Les formes modernes de résistance, comme le mouvement BDS (Boycott, Désinvestissement, Sanctions), cherchent à renverser ces récits dominants et à établir une solidarité internationale avec les peuples opprimés. Ce type de mobilisation met en lumière non seulement la lutte pour la justice sociale et territoriale, mais aussi les dynamiques globales qui continuent de perpétuer des formes de domination. L’activisme autour de ces questions souligne l’importance de comprendre que la décolonisation ne se limite pas à un processus local ou national, mais implique également une réflexion sur les relations internationales et la manière dont l’injustice structurelle traverse les frontières.

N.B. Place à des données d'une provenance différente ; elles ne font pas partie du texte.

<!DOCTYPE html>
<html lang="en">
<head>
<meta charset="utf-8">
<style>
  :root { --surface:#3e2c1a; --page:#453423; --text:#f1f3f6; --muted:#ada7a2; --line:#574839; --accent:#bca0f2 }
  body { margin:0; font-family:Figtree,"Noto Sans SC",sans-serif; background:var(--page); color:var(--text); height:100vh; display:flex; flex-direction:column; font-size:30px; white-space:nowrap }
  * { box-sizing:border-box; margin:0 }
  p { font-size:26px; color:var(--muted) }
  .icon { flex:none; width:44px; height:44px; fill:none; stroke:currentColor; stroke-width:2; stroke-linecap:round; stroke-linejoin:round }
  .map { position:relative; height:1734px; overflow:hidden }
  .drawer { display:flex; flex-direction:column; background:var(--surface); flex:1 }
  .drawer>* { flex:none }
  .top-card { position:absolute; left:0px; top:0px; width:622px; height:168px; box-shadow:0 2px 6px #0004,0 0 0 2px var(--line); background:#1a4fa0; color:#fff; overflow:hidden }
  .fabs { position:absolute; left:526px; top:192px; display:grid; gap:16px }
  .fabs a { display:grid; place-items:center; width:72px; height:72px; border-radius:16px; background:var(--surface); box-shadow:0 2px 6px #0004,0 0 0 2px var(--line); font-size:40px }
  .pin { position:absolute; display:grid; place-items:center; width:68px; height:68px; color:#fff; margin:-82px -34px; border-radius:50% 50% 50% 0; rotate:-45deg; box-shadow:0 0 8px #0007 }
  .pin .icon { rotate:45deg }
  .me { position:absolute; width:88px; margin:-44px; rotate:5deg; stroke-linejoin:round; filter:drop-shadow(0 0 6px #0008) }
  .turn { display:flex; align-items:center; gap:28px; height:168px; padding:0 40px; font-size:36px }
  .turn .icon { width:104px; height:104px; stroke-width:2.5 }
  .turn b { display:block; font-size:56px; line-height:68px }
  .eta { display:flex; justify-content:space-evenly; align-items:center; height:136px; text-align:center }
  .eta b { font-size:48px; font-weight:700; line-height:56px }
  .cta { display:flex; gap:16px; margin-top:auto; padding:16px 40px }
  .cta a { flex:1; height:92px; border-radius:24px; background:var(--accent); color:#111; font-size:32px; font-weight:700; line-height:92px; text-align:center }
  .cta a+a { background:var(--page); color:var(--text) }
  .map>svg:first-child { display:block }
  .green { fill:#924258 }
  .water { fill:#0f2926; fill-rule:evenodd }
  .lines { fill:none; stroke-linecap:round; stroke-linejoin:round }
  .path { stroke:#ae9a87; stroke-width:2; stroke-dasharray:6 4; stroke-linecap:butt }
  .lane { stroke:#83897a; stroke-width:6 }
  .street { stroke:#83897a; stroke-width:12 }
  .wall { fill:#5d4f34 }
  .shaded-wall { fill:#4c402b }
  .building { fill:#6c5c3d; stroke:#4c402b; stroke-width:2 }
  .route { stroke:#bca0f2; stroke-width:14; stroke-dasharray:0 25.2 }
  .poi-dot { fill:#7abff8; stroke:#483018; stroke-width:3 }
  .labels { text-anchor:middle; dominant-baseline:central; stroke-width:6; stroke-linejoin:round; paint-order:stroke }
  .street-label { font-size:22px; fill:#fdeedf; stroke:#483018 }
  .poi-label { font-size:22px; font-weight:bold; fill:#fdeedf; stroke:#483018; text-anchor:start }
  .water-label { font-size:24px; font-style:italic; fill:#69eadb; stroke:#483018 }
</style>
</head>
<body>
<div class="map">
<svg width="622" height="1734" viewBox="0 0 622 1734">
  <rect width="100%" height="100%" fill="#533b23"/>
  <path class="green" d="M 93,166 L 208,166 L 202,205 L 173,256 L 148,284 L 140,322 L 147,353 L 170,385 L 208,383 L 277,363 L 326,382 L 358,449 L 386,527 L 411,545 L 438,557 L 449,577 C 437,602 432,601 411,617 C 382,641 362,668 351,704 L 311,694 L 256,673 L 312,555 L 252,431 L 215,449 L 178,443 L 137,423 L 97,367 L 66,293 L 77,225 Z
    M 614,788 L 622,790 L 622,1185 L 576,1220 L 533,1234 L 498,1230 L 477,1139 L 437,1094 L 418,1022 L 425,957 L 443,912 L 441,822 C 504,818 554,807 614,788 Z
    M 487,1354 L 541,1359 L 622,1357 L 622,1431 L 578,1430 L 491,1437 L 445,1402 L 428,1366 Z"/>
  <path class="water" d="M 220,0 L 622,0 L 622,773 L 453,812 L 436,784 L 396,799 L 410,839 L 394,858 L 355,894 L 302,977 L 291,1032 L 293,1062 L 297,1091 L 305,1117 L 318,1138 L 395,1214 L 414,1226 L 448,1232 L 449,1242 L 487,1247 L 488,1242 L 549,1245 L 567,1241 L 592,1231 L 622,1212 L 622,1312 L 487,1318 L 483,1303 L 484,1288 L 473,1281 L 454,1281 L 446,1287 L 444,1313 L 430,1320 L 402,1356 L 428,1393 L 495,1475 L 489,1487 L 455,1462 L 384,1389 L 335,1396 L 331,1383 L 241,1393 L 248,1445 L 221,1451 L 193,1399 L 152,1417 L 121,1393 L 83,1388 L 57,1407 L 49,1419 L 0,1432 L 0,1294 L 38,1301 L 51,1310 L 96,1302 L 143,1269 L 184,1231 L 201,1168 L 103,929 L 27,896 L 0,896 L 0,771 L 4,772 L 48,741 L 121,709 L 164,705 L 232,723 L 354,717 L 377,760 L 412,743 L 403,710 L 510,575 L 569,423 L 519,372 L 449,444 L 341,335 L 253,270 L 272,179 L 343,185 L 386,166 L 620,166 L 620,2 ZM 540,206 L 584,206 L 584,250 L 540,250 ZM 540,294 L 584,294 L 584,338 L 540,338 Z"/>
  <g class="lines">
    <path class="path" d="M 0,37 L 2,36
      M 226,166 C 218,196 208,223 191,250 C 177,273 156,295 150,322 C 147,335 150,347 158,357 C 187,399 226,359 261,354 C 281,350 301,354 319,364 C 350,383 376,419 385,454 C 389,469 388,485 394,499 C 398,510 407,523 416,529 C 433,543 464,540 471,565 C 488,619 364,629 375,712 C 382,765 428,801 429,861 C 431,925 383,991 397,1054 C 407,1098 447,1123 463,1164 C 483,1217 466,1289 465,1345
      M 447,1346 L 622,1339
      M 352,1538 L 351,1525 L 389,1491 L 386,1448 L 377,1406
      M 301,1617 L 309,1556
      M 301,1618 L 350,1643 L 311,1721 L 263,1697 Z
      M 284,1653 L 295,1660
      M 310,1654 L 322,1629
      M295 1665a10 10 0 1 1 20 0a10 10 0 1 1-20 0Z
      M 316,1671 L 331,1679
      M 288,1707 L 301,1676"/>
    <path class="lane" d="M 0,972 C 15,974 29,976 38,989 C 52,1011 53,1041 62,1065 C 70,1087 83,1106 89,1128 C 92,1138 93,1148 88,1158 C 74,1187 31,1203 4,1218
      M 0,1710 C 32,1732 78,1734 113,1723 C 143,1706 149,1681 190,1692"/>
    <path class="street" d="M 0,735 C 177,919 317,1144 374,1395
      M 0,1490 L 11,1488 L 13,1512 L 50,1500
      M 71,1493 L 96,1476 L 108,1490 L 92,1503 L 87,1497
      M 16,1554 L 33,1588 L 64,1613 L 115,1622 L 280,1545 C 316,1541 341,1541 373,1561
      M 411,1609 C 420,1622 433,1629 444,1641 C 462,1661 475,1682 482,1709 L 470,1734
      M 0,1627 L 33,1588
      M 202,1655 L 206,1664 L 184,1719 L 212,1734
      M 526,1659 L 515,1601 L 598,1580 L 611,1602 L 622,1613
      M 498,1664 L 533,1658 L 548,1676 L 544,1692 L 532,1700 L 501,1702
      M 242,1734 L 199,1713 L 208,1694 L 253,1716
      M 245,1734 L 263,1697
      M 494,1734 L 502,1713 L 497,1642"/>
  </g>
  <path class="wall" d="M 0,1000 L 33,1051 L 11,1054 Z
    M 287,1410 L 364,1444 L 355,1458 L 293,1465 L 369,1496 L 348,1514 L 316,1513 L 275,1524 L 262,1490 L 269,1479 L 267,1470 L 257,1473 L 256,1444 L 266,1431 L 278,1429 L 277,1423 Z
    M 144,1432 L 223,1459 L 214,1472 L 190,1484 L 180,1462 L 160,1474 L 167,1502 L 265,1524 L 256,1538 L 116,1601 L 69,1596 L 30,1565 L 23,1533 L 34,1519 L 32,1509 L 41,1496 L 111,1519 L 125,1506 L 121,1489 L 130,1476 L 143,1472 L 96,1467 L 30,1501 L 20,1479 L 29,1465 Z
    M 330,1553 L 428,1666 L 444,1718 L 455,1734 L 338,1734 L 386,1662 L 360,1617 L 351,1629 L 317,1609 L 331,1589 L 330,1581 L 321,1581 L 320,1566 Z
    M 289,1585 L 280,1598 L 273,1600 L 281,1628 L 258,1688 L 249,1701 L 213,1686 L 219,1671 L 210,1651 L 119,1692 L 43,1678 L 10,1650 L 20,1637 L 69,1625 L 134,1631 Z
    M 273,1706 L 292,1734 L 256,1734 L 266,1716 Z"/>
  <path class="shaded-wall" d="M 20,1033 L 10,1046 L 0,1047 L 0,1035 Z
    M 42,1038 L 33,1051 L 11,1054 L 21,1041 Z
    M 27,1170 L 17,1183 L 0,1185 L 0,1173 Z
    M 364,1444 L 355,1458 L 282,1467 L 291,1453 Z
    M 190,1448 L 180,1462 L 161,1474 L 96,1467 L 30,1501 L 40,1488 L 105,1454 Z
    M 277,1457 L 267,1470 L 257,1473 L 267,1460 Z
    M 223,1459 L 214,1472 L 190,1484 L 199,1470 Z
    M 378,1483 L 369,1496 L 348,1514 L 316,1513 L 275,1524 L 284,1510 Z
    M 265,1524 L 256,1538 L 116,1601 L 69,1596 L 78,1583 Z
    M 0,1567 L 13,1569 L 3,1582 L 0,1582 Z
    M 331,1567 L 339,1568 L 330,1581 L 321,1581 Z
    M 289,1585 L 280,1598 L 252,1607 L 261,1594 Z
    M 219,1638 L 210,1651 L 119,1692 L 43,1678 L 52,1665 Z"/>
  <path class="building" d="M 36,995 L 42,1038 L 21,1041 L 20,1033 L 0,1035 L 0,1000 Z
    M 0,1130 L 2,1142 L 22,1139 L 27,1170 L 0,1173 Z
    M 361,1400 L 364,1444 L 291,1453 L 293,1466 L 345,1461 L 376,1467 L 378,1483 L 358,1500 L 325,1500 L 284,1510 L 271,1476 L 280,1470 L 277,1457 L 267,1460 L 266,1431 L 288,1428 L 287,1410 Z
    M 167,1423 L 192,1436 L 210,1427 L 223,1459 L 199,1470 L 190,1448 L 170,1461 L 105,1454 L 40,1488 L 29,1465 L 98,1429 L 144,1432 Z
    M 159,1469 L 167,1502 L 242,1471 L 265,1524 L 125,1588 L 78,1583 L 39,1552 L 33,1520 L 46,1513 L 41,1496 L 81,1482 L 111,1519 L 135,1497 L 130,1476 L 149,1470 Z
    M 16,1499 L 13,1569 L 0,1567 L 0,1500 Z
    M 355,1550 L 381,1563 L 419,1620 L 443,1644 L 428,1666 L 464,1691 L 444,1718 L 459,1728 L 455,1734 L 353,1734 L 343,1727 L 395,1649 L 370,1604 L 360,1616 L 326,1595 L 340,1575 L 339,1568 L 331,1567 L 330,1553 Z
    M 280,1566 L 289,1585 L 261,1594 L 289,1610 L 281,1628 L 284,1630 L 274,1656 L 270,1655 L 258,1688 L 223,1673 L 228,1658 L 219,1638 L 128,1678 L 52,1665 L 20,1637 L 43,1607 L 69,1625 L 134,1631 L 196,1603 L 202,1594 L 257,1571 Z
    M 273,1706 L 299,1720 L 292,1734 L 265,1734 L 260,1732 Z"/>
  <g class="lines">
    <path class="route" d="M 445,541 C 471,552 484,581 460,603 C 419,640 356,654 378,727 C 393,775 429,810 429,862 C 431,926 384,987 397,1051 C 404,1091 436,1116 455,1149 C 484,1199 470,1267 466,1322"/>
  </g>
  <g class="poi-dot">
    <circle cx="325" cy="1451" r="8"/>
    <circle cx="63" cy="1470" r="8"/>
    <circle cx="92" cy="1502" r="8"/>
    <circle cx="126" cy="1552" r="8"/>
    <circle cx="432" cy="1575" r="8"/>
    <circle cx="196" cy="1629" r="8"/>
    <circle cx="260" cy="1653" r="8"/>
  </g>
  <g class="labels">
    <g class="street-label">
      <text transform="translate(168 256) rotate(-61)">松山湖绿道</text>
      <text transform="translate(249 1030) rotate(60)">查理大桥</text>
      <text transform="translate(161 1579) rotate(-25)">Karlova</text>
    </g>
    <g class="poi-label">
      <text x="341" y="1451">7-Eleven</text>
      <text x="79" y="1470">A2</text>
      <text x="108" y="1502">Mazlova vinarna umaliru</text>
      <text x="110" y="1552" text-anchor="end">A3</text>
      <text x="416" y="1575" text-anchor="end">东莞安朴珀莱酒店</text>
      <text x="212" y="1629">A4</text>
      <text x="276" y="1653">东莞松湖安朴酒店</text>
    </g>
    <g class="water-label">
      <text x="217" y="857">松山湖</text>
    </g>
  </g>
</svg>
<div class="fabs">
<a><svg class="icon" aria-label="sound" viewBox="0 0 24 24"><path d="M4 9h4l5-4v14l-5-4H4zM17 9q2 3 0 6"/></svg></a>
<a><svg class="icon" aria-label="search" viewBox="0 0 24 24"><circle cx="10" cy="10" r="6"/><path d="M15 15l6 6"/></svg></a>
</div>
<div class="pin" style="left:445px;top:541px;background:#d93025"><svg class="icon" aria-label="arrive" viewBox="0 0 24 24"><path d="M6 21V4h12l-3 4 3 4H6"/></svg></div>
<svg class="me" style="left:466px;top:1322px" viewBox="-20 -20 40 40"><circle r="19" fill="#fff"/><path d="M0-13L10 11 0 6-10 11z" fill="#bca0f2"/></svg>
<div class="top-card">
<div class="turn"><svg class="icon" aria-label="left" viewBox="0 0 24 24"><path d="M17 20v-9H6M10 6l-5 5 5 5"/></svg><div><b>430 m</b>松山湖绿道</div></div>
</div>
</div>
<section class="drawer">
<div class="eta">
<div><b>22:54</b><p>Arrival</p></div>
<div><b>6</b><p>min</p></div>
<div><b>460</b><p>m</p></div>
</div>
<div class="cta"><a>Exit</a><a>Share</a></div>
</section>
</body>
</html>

Pour l’individu contemporain, il est essentiel de ne pas réduire la question coloniale à une simple question de territoires ou de possessions matérielles. Les effets de la colonisation se manifestent aussi à travers les mécanismes de contrôle symbolique, les récits d'identité, les relations de pouvoir et la manière dont ces histoires sont racontées. Il est crucial de saisir que l’objectif de la décolonisation ne réside pas seulement dans la restitution des terres ou des biens, mais dans une véritable transformation des rapports de pouvoir, de culture et de mémoire collective. La décolonisation passe par une remise en question profonde des structures sociales et des idéologies dominantes, une redéfinition des valeurs et des rapports d'appartenance, et une ouverture à des perspectives multiples sur l'histoire et la justice.

Il est donc fondamental de considérer les processus de décolonisation comme un chemin complexe et non linéaire, où chaque acte de résistance, chaque mobilisation sociale, chaque récit contestataire contribue à la redéfinition de l'identité et des droits des peuples indigènes et colonisés. Le défi réside non seulement dans la reconquête du territoire, mais aussi dans la reconstruction des liens sociaux, culturels et politiques qui ont été brisés par des siècles de domination.